As anyone can see, Atari has had a very rocky and turbulent history since their origin in the ‘70s. Whether it was change in ownership to lackluster unselling consoles, Atari was still able to hold true and prevail and never go under. While they aren’t making new consoles or new classic hits, they are still attempting to thrive as part of Infogramers. However the console legacy left by Atari in the 20th century has been overshadowed by modern new age consoles like the PS4 and Xbox One. When people think of classic consoles, all minds jump to successful consoles like the Nintendo 64 and the Playstation 2. With the current gaming generation being so accustomed to a Sony, Microsoft, or Nintendo console, the old school consoles and games are being overshadowed thus diminishing the monumental legacy left by these classic companies.

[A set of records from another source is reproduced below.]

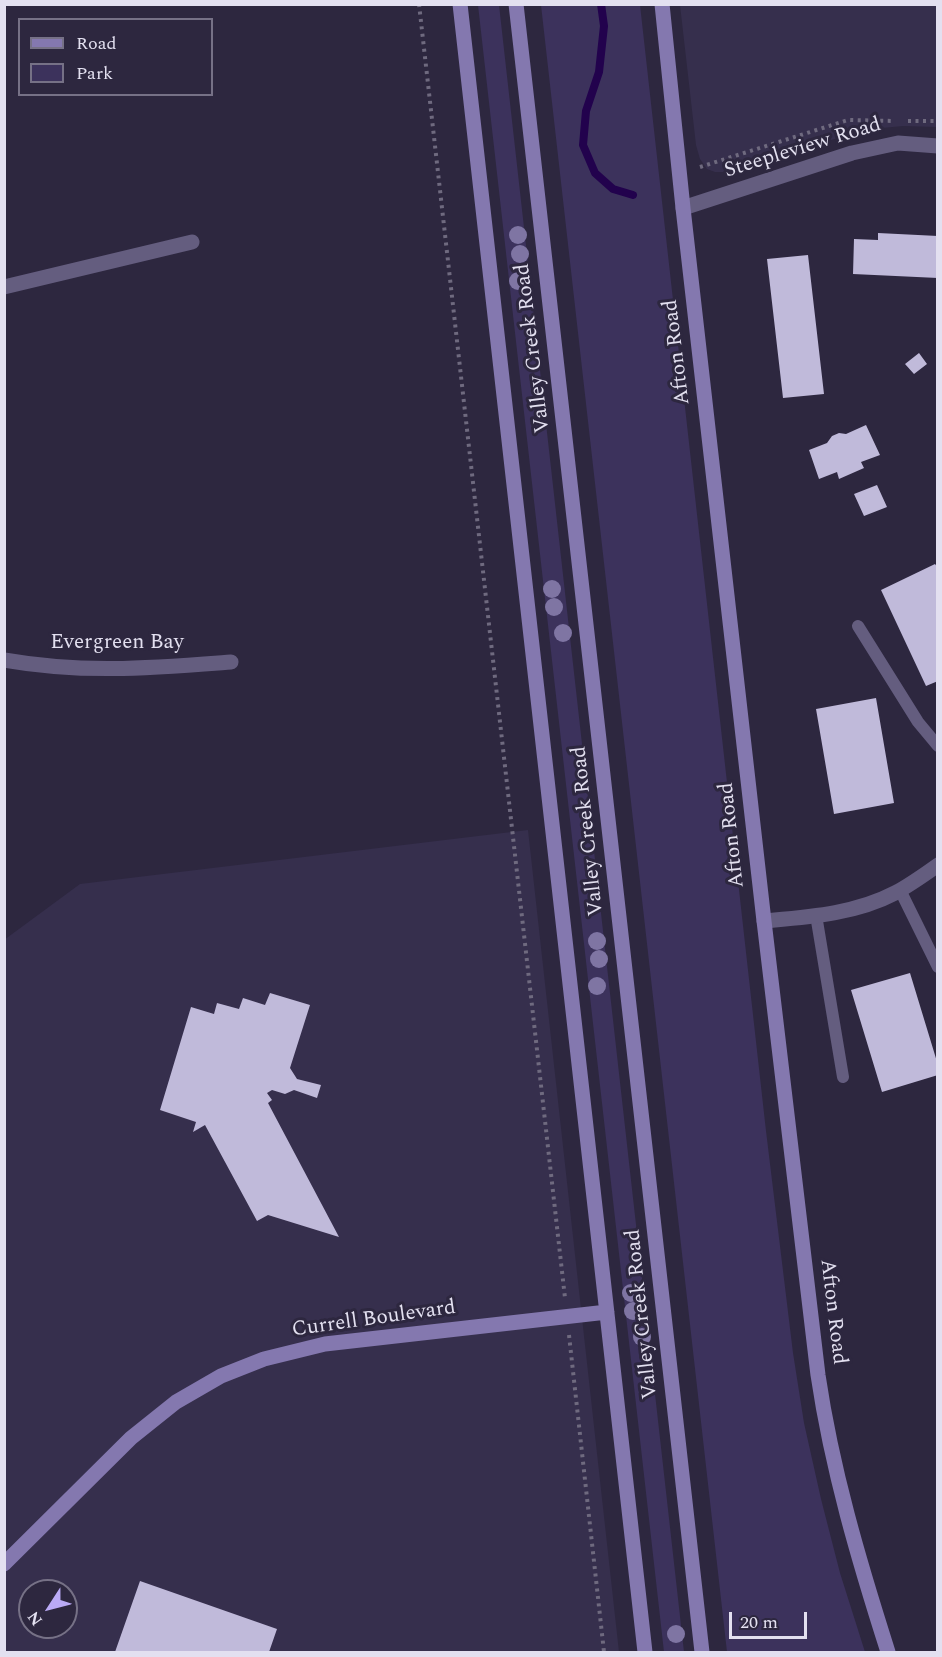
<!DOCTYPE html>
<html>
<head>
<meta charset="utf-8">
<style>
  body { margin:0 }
  #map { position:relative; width:942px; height:1657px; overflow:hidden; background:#2d273f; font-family:Spectral,serif }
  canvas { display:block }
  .frame { position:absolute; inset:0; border:6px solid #e3e0f0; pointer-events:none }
  .legend { position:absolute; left:18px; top:18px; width:195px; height:78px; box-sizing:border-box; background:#2d273f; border:2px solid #767186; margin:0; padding:8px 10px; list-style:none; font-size:18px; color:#e3e0f0 }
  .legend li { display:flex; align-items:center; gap:12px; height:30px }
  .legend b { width:30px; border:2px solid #767186 }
  .north { position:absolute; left:18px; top:1579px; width:60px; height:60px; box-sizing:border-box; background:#2d273f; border:2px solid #767186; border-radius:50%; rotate:234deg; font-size:16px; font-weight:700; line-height:24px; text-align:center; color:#e3e0f0 }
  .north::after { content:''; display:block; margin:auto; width:21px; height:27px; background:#baaaf6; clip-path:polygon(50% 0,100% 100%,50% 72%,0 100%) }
  .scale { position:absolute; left:729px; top:1612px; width:78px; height:27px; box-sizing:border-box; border:3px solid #e3e0f0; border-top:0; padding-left:8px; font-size:18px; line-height:21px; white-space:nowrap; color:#e3e0f0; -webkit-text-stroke:4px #2d273f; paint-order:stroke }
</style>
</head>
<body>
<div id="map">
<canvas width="942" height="1657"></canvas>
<div class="frame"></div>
<ul class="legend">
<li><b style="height:8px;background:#8478af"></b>Road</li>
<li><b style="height:16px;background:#3c325c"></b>Park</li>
</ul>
<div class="north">N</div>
<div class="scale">20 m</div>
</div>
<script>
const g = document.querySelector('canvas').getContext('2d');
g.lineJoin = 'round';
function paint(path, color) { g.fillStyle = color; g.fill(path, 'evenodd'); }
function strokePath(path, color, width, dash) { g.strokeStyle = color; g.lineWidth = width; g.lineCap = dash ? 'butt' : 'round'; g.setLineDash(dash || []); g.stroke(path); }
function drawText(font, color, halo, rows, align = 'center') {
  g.font = font + ' Spectral,serif'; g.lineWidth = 6; g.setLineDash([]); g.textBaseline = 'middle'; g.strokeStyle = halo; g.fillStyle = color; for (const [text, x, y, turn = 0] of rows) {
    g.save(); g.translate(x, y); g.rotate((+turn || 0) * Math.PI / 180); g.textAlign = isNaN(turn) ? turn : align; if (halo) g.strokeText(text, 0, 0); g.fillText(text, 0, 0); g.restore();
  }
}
paint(new Path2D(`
  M680 5H937V127L903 126 871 129 824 142 731 172H715L707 169 700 159 696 145Z
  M528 830 619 1652H5L4 940 80 884ZM30 1591H66V1627H30Z`), '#362f4d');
paint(new Path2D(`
  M478 5H499L684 1652H664Z
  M541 5H640L766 1131 793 1353 804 1423 821 1499 840 1573 865 1652H727Z`), '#3c325c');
strokePath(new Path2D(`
  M601 4 604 26 599 72 586 111 583 145 595 173 613 189 633 195`), '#22024d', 8);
paint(new Path2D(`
  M878 233 938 236V278L853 274 854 239 878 240Z
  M808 255 824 394 783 398 767 259Z
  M919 353 927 364 914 374 905 364Z
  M866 425 880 455 861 462 864 468 839 479 837 472 819 479 809 450 827 443 832 436 839 433 846 434Z
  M877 485 887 507 864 516 854 494Z
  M935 564 938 568V681L926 686 881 590Z
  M876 698 894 803 834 814 816 709Z
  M910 973 938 1065V1075L882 1092 851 990Z
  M270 993 310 1005 290 1068 297 1079 321 1085 317 1098 294 1090 285 1094 272 1090 267 1093 272 1100 268 1103 339 1237 268 1215 257 1221 205 1125 193 1132 196 1122 160 1110 191 1007 214 1014 217 1003 239 1009 243 998 265 1005Z
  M140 1581 277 1629 269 1652H115Z`), '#c0bada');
strokePath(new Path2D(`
  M419 4 565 1298
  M908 121H938
  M700 167 848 120 895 121
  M569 1335 604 1652`), '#6f6a7f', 4, [3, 4.5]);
strokePath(new Path2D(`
  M858 626 918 722 938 746
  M900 890 938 967
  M816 915 843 1077`), '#645d7f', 12);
strokePath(new Path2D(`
  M683 208 852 153 898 143 938 146
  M4 287 192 242
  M4 660C84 674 152 668 231 662
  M764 921C808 917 855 914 895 893 910 885 924 875 938 865`), '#645d7f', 15);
strokePath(new Path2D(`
  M460 4 645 1652
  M516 4 702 1652
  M662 4 683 208 764 921 818 1375C832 1470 859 1561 888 1652
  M4 1564 131 1438 176 1402 221 1376 264 1359 325 1344 607 1312`), '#8478af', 15);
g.fillStyle = '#7f75a3';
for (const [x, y] of [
  [518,235],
  [520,254],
  [518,281],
  [552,589],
  [554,607],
  [563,633],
  [597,941],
  [599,959],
  [597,986],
  [631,1293],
  [633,1311],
  [642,1337],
  [676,1634]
]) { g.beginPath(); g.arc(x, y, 9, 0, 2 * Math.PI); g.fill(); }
drawText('21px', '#e3e0f0', '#2d273f', [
  ["Steepleview Road",803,149,-17],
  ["Valley Creek Road",534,348,-97],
  ["Afton Road",678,352,-97],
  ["Evergreen Bay",117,644],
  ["Valley Creek Road",589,831,-96],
  ["Afton Road",733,835,-96],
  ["Afton Road",832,1312,83],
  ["Valley Creek Road",643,1314,-96],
  ["Currell Boulevard",374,1320,-8]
]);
</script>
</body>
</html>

Despite the downfall of Atari’s mainstream success, they still had an influential impact on the early gaming scene in the form of time old classics such as Pong. Even if Atari isn’t focusing solely on making new gaming consoles or computer systems, they still are attempting to focus on specific markets in order to sell for widespread success. Hopefully they will find success as they have had a rocky history just barely scraping by. And if they stay a part of Infogramers, they can focus on their current ideas and concepts as they won’t have to worry about funding and staying afloat. I feel Atari deserves that much as a pioneer of video games and computers.
In before a certain loser barges his fat butt in here, correcting all the “historical” errors in this article.
Tramiel, not Tamriel.
Infogrames, not Infogramers.
130XE, not 130X.
The Atari ST, 65XE and 130XE were computers, not game consoles.
Oh my god, so many errors… Dunno where to start. Tim Locke’s post is tip of the iceberg.
It would be a lot easier to say what was correct rather than wrong. The typos and bad grammar aren’t a great start but pretty much all the ‘facts’ and terminology are just plain wrong. A car crash of an article.